● **Exercise instructions**
Which lines of the data hold the word "align"? Copy all of them.

[[ Material for the task open ]]

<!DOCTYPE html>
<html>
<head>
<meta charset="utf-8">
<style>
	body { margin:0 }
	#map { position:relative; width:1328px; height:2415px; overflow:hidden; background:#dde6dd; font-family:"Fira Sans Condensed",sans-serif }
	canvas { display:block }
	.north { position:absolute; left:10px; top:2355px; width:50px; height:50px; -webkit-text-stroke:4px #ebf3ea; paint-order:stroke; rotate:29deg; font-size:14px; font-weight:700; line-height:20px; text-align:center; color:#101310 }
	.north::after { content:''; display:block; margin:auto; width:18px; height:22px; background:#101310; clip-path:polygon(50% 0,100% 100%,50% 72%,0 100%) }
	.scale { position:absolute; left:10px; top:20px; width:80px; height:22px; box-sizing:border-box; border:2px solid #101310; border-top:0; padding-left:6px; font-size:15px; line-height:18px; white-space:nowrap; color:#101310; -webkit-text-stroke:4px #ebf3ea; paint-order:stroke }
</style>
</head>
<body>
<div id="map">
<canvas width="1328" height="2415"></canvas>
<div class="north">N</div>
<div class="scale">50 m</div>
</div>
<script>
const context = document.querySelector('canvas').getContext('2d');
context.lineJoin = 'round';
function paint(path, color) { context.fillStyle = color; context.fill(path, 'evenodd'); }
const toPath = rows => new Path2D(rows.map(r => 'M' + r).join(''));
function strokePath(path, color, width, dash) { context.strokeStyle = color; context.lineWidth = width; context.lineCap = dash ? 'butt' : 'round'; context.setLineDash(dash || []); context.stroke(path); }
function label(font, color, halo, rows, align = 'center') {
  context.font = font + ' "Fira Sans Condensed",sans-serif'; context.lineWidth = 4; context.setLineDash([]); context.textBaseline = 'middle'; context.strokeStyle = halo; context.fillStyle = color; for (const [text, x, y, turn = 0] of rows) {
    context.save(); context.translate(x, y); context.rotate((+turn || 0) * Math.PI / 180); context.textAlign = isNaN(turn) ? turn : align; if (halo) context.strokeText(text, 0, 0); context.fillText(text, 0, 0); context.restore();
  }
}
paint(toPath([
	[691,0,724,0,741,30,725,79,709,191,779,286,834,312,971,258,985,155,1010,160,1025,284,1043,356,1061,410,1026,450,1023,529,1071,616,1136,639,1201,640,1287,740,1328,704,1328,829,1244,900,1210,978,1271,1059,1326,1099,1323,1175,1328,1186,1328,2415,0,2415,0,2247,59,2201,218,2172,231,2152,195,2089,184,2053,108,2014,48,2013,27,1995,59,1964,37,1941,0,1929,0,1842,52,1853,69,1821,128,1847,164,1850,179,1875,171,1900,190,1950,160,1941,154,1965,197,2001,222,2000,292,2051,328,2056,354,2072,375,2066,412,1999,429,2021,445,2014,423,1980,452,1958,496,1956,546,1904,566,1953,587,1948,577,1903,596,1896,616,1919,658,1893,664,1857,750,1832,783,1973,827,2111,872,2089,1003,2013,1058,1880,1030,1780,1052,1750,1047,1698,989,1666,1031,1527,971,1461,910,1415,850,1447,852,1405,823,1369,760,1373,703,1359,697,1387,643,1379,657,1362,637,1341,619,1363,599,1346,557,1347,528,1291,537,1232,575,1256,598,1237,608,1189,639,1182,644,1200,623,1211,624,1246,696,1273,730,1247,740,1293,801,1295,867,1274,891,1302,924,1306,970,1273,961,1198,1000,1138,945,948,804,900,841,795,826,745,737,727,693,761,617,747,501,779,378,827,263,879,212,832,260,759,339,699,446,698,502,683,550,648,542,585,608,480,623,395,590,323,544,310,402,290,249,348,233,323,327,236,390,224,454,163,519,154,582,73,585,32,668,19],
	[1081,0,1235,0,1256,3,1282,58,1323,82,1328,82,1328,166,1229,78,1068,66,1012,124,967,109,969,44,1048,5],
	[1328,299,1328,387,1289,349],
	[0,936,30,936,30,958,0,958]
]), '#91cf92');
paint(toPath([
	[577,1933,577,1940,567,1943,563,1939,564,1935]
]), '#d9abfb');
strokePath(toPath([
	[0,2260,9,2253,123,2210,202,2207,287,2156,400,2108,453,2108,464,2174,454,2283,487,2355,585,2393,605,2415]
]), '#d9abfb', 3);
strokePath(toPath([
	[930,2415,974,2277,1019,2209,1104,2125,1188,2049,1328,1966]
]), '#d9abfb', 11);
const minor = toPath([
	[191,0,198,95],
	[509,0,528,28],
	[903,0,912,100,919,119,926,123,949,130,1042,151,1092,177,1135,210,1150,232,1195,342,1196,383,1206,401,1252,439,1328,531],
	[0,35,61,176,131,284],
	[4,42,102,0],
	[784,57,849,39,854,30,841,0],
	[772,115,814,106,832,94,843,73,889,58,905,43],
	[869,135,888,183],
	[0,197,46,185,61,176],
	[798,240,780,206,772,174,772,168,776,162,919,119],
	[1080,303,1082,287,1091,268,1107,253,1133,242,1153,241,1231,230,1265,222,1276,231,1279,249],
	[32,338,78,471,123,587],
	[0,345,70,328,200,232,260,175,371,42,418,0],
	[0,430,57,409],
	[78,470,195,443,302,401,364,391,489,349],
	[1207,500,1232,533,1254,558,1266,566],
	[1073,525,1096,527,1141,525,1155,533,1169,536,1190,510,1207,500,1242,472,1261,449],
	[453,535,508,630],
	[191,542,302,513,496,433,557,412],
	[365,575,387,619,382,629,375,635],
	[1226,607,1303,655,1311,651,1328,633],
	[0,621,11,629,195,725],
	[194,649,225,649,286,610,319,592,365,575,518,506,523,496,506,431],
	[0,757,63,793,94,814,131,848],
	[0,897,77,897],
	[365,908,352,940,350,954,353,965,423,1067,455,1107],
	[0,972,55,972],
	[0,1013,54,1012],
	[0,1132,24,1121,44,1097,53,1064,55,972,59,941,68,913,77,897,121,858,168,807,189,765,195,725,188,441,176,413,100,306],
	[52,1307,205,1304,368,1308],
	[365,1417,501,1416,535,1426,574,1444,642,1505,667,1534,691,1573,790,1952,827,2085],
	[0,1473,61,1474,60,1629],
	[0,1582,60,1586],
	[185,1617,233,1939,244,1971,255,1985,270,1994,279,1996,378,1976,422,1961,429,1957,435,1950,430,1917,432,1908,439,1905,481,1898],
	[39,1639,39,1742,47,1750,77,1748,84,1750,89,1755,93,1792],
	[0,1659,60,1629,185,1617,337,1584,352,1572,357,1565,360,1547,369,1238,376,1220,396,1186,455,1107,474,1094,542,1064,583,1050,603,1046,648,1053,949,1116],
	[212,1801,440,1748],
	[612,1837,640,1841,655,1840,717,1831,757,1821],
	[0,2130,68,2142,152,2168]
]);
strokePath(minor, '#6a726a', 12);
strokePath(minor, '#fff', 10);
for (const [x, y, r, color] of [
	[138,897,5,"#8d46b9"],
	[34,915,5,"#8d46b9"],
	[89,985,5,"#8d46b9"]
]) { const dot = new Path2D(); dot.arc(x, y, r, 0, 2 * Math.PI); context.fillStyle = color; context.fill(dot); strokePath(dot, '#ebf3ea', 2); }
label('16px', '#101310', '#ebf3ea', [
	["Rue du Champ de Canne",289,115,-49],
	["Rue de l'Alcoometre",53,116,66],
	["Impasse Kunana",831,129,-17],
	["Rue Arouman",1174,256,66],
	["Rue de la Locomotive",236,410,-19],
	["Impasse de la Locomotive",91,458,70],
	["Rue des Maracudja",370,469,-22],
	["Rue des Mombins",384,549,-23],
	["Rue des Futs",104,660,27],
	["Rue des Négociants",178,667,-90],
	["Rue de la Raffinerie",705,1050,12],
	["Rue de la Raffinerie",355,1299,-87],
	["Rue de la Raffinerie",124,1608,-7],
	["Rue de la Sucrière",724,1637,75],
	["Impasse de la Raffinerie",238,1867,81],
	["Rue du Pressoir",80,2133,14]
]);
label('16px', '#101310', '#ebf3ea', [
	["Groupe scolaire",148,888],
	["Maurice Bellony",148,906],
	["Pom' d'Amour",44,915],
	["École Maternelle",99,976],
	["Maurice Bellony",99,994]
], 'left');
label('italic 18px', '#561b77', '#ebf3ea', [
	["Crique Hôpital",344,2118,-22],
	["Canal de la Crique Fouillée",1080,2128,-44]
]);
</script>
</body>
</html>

[[ Material for the task closed ]]

● **Written answer**
	.north { position:absolute; left:10px; top:2355px; width:50px; height:50px; -webkit-text-stroke:4px #ebf3ea; paint-order:stroke; rotate:29deg; font-size:14px; font-weight:700; line-height:20px; text-align:center; color:#101310 }
function label(font, color, halo, rows, align = 'center') {
    context.save(); context.translate(x, y); context.rotate((+turn || 0) * Math.PI / 180); context.textAlign = isNaN(turn) ? turn : align; if (halo) context.strokeText(text, 0, 0); context.fillText(text, 0, 0); context.restore();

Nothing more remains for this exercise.